[[ Dataset excerpts open ]]

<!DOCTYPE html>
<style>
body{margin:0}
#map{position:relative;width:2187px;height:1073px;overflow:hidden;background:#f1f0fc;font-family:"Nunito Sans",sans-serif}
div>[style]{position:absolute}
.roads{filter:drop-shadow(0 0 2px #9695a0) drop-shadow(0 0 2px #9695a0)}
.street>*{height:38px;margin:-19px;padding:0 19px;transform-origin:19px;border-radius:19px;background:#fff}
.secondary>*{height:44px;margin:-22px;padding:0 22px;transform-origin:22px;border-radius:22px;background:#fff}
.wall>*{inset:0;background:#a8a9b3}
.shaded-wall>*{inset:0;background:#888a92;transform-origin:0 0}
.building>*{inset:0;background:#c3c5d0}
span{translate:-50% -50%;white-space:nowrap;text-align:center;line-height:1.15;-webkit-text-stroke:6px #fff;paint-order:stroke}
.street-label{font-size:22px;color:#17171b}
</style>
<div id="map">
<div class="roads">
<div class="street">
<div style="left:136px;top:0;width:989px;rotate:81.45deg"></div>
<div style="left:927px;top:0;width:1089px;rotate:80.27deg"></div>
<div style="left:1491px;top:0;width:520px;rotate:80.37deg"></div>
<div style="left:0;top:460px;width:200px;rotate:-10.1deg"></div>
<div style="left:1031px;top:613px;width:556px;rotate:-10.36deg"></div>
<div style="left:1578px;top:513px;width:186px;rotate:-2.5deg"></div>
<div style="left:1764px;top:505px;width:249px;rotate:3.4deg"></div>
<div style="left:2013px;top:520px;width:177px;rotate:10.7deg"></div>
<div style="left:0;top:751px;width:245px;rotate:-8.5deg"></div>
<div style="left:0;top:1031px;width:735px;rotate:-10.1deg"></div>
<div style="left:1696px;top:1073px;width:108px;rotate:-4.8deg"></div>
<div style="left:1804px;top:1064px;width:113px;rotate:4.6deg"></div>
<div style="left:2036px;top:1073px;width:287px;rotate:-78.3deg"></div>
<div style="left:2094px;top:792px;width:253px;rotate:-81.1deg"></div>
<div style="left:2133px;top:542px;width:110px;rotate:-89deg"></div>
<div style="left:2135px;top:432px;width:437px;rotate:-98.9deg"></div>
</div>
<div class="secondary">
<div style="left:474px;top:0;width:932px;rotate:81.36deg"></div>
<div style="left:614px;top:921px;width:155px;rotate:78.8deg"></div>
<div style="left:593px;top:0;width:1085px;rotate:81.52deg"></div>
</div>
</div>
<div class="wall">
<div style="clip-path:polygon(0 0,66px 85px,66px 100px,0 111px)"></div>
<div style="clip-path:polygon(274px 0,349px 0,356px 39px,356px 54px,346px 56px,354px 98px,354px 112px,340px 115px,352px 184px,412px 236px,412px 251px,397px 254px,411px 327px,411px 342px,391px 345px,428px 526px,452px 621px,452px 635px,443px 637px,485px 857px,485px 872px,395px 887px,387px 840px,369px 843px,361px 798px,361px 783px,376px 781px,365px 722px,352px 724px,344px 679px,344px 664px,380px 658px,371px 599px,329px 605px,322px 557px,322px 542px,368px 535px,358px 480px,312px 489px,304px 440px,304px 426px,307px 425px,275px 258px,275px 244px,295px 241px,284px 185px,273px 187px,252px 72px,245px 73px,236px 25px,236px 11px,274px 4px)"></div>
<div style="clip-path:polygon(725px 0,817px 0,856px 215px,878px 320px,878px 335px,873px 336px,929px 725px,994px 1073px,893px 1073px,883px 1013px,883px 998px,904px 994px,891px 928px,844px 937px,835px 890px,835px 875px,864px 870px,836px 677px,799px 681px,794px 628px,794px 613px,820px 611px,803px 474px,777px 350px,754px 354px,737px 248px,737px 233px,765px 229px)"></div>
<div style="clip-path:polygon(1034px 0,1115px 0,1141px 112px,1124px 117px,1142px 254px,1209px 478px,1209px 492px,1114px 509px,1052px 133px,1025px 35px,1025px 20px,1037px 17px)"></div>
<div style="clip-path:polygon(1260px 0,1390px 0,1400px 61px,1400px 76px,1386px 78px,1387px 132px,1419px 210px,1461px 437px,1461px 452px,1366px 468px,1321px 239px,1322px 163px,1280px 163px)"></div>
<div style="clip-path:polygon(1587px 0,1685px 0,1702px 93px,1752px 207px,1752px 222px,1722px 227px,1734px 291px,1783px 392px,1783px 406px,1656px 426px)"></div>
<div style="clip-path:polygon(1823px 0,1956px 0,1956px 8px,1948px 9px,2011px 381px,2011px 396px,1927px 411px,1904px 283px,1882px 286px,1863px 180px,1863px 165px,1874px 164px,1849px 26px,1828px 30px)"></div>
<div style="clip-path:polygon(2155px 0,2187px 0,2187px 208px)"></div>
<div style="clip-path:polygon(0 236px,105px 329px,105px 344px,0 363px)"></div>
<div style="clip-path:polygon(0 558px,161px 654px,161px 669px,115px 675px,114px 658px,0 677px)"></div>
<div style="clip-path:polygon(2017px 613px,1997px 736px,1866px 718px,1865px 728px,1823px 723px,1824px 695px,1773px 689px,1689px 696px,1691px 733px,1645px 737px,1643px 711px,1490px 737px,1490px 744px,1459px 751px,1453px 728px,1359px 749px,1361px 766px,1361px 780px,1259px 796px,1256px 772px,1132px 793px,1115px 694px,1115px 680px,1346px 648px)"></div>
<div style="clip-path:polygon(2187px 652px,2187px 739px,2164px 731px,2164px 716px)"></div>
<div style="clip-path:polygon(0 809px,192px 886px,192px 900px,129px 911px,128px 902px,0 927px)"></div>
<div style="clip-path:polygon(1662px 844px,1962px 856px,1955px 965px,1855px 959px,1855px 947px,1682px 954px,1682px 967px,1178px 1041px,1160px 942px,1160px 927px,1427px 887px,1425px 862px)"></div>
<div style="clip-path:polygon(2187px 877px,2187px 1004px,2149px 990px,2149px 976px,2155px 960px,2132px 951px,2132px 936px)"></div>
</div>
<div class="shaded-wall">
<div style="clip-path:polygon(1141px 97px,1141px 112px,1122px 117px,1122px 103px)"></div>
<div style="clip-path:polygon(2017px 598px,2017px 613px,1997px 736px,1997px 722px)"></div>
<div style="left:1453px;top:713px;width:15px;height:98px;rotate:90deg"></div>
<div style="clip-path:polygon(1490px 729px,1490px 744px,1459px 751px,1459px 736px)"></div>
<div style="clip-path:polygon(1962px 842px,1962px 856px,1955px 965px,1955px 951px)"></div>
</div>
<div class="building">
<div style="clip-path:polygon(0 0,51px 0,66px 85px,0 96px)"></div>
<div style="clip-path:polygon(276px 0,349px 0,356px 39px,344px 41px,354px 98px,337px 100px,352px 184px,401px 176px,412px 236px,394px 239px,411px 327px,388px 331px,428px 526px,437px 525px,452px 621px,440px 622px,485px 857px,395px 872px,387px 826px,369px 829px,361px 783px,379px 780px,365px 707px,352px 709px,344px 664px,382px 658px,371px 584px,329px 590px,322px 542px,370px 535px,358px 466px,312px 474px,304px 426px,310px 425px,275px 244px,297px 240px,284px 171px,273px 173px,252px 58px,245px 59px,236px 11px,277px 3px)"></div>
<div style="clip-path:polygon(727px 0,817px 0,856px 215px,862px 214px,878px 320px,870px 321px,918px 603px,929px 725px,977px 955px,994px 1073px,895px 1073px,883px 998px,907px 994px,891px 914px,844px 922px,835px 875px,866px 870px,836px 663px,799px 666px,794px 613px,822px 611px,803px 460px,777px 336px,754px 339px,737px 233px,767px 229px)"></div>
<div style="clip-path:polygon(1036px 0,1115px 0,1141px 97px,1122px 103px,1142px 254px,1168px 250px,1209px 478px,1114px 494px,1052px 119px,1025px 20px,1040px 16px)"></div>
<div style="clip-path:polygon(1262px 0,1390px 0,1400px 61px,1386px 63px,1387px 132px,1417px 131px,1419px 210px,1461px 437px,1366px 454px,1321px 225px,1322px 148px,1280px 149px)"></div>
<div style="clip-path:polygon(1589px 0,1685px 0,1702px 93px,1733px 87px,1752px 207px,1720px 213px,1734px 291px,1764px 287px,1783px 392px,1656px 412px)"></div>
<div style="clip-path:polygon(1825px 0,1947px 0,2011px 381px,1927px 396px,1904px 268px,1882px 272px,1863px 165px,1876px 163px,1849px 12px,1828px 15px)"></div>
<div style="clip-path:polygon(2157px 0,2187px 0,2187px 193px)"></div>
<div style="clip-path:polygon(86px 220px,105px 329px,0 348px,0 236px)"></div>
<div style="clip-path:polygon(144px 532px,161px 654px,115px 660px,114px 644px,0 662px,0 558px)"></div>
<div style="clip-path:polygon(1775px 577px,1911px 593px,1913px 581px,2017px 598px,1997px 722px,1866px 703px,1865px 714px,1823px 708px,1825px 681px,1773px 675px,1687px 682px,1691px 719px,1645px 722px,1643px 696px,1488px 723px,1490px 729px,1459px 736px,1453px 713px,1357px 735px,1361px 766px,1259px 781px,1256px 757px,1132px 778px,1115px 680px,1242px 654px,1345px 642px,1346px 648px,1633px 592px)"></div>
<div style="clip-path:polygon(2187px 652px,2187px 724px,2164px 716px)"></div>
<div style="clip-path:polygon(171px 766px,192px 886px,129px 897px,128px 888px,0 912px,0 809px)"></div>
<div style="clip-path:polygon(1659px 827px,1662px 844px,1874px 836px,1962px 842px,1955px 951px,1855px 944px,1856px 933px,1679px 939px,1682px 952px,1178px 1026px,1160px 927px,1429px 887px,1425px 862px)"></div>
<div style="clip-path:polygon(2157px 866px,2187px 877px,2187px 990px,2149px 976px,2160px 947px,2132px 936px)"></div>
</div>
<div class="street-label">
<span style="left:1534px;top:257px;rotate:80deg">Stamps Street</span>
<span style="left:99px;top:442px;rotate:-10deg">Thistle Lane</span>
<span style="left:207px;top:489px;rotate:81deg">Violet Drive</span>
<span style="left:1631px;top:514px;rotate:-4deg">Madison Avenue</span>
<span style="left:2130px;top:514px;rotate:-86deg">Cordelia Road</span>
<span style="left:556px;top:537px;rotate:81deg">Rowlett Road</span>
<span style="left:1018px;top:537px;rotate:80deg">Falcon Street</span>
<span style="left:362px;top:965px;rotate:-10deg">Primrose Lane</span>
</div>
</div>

[[ Dataset excerpts closed ]]

* _Task item_: In the entries above, find every line holding the word "shaded" and copy it out.

* _Result of this exercise_:
.shaded-wall>*{inset:0;background:#888a92;transform-origin:0 0}
<div class="shaded-wall">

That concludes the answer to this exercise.